Now, I am not a trained psychiatrist, and realize that my theory is therefore virtually worthless in actuality. I have no empirical evidence to back this up, nor have I adequately read up on the subject, but it fits with my experience and feeling and I will therefore stick to it until I learn otherwise.

1) I believe that we are born with certain traits, very hard if not impossible to eradicate, that our whole personality is based on. It's funny how very small children exhibit mostly the same basic traits as they will as adults, not having had enough time to either "learn" this behavior nor be affected by the environment.

2) However, we of course pick up certain things from our role models, such as parents or guardians. This can be either;
a) We see their behavior and emulate it, being in a formative state as children, or;
b) We see their behavior and do completely the opposite. I, for one, decided to never start smoking witnessing the constant smoking of my parents. I never have and I never did. It's weird how powerful that urge has always been for me, the urge not to smoke despite considerable peer pressure. Learned behavior on my part, albeit in reverse.

3) Of course both experience and the environment play a part in our personality.
Although I believe that we essentially become the people we will always be at a very early age, time, experience and the environment certainly have an effect, if nothing more than smoothing out the edges. We (most of us anyway) slowly learn what works and doesn't work with other people, plus our surroundings and influential things like school and friends can slowly have an effect on our outlook. Plus, with a concentrated effort, I still (perhaps naively) believe that people are able to affect change on themselves. It just takes a whole lot of hard thrice damned work.

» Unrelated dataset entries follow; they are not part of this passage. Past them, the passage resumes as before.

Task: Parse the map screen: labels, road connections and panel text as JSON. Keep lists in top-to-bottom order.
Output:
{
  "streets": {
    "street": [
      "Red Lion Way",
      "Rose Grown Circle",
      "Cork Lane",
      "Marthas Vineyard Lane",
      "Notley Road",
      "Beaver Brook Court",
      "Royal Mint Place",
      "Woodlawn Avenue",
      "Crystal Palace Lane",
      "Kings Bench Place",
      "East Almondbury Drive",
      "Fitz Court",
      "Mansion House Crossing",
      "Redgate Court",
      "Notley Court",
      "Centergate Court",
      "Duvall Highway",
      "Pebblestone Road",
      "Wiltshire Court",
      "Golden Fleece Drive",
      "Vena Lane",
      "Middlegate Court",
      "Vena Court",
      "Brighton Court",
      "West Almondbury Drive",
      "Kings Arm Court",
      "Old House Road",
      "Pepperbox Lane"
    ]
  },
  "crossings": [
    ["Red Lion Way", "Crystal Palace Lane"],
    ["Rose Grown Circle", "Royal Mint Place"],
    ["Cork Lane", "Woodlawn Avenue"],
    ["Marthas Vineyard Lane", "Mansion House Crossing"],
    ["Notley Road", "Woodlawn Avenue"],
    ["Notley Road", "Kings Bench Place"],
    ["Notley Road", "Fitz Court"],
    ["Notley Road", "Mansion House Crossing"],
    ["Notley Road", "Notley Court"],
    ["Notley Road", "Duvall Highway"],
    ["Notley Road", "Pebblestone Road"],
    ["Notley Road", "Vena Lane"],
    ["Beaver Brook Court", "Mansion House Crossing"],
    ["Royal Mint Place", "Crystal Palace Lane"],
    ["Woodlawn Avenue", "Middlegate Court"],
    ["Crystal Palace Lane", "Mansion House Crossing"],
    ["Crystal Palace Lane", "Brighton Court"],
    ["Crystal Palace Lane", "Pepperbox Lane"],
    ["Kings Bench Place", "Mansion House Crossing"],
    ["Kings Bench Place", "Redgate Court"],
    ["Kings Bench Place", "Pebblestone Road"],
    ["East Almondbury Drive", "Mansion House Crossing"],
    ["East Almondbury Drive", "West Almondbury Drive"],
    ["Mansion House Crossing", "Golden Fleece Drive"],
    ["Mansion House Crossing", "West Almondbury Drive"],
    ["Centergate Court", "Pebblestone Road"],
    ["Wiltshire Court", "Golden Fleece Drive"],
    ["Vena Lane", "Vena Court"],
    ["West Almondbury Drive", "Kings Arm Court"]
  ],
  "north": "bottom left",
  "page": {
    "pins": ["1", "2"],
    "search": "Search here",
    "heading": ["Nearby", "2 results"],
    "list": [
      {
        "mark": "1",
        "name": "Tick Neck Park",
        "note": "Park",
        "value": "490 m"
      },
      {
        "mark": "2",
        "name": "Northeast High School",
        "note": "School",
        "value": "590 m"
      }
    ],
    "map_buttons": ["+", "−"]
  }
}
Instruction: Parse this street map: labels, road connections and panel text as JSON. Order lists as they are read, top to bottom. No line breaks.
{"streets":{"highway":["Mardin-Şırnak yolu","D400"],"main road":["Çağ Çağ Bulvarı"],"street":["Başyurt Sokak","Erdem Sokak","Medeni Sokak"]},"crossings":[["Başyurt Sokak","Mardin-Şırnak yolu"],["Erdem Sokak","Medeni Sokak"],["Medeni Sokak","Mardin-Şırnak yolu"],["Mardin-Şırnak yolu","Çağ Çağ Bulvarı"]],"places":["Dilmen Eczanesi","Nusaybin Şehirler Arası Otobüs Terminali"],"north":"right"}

4) And then there is this. A single defining moment that either changes the way we see a certain thing or accentuates what is already there. Pretty rare I should think (again, having nothing to back this up) but I know of such cases. One being myself.

When I was about 10 years old, I was in school during a societal studies class. The textbook (for some odd reason I can't really fathom now) showed a little story in pictures.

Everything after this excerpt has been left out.